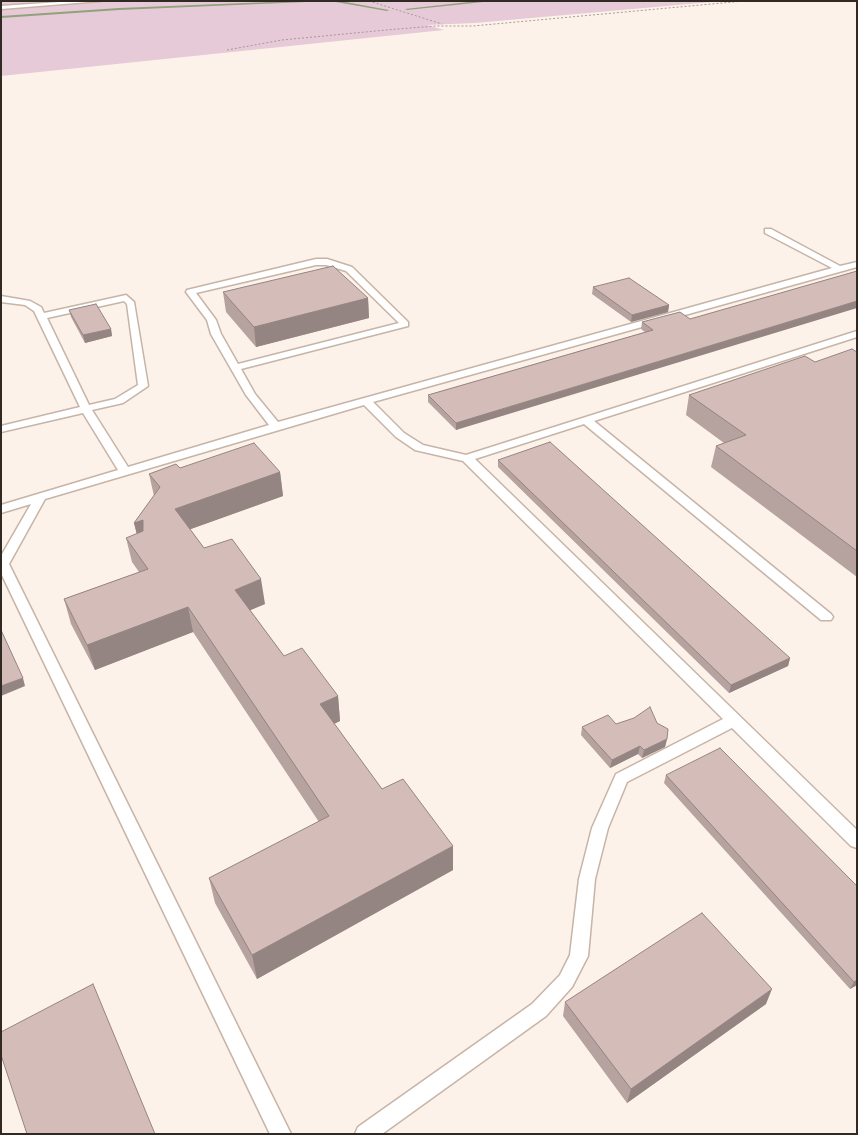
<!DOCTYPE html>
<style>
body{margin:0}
#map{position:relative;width:858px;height:1135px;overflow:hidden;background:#fdf2e9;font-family:"Space Grotesk",sans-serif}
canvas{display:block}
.frame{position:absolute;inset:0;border:2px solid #302924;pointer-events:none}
</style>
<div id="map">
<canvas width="858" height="1135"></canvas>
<div class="frame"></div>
</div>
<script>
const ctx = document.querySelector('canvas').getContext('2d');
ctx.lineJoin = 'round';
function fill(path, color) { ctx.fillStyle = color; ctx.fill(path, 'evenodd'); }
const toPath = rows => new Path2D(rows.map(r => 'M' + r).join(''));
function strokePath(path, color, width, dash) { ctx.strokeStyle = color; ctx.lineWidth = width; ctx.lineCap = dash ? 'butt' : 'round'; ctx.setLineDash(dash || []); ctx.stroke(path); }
const green = toPath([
 [1,1,723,1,475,23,427,25,444,30,1,76]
]);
const stream = toPath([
 [295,1,330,1,119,10,1,18,1,16,119,8,295,1],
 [330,1,340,1,389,10,387,11,330,1],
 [478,1,493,1,407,10,405,9,478,1]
]);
const path = toPath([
 [369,1,442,24],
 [227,50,282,40,386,30,435,26,473,26,744,1]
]);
const service = toPath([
 [75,1,101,1,1,9,1,6,75,1],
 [765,229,771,229,840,266,857,262,857,267,373,402,404,433,423,445,466,455,857,331,857,337,594,421,831,614,833,617,831,620,821,620,584,424,475,459,857,830,857,848,851,846,732,728,627,782,608,828,595,879,588,956,572,987,546,1016,382,1134,355,1134,358,1127,532,1004,560,975,570,955,579,879,592,828,616,774,723,719,463,461,415,450,396,437,364,405,45,499,9,564,291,1134,270,1134,1,573,1,556,31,504,1,513,1,505,118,470,83,413,1,432,1,426,80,407,34,311,25,305,1,302,1,296,30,301,41,307,44,313,126,295,134,302,148,386,123,403,92,410,128,467,269,425,246,395,211,334,207,320,186,292,187,290,316,259,327,259,352,267,408,322,408,326,241,369,255,394,278,422,832,268,765,233,765,229],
 [316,265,326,265,346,271,399,323,238,364,221,334,216,320,196,293,316,265],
 [124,301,127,304,138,385,115,399,89,405,47,318,124,301]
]);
const wall = toPath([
 [593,287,669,305,668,312,631,322,592,294],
 [223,292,368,298,369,318,256,347,226,312],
 [69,310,111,329,112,336,85,343,71,317],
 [690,319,456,430,428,402,428,395,645,332,641,329,642,322],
 [857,352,857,577,711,467,716,446,724,443,686,415,689,395,815,362],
 [498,460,790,658,788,666,729,693,498,467],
 [180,468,280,472,283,496,190,529,204,548,265,604,250,610,284,656,338,696,340,721,334,724,382,789,453,870,257,979,215,903,209,878,319,822,193,632,95,670,71,624,64,599,139,572,132,562,126,538,137,534,134,523,154,496,149,474],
 [657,723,667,739,665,747,642,758,638,754,610,768,581,735,582,727,616,724],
 [666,775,857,886,857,985,850,989,664,783],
 [565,1002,766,1004,627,1103,563,1016]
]);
const shadedWall = toPath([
 [368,298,369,318,256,347,254,327],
 [857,301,857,308,456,430,456,423],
 [669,305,668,312,631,322,632,315],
 [111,329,112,336,85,343,83,335],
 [280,472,283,496,180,533,175,509],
 [143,520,148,544,140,547,134,523],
 [261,579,265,604,239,615,235,590],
 [188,607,193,632,95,670,87,645],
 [790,658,788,666,729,693,731,685],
 [23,678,25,686,1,696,1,686],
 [338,696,340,721,323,729,320,704],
 [667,739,665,747,642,758,644,750],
 [640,746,638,754,610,768,612,760],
 [453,846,453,870,257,979,252,955],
 [857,980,857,985,850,989,854,982],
 [772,989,766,1004,627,1103,631,1089]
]);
const building = toPath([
 [333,266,368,298,254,327,223,292,333,266],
 [857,271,857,301,456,423,428,395,653,330,642,322,680,312,690,319,857,271],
 [629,278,669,305,632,315,593,287,629,278],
 [96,304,111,329,83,335,69,310,96,304],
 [852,349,857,352,857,551,716,446,746,435,689,395,805,356,815,362,852,349],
 [550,442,790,658,731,685,498,460,550,442],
 [254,443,280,472,175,509,204,548,232,539,261,579,235,590,284,656,302,648,338,696,320,704,382,789,403,779,453,846,252,955,209,878,329,816,188,607,87,645,64,599,148,569,126,538,143,531,143,520,134,523,160,487,149,474,176,464,180,468,254,443],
 [1,630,23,678,1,686,1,630],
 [650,707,657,723,668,729,667,739,644,750,640,746,612,760,582,727,608,715,616,724,634,718,650,707],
 [720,748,857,886,857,980,854,982,666,775,720,748],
 [702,913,772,989,631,1089,565,1002,702,913],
 [93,984,155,1134,27,1134,1,1055,1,1032,93,984]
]);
fill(green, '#e7cad7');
fill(stream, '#8fa27b');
strokePath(service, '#c7b4a7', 3);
strokePath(path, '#a39a93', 1, [2, 2]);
fill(service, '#fff');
fill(wall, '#b6a29f');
fill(shadedWall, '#948482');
fill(building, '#d4bcb9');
strokePath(building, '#948482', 1);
</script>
══════════════════════════════
** WHAT TO DO **
Scan the material above for the string "canvas" and report each line where you find it.

** RESULT OF THIS EXERCISE **
canvas{display:block}
<canvas width="858" height="1135"></canvas>
const ctx = document.querySelector('canvas').getContext('2d');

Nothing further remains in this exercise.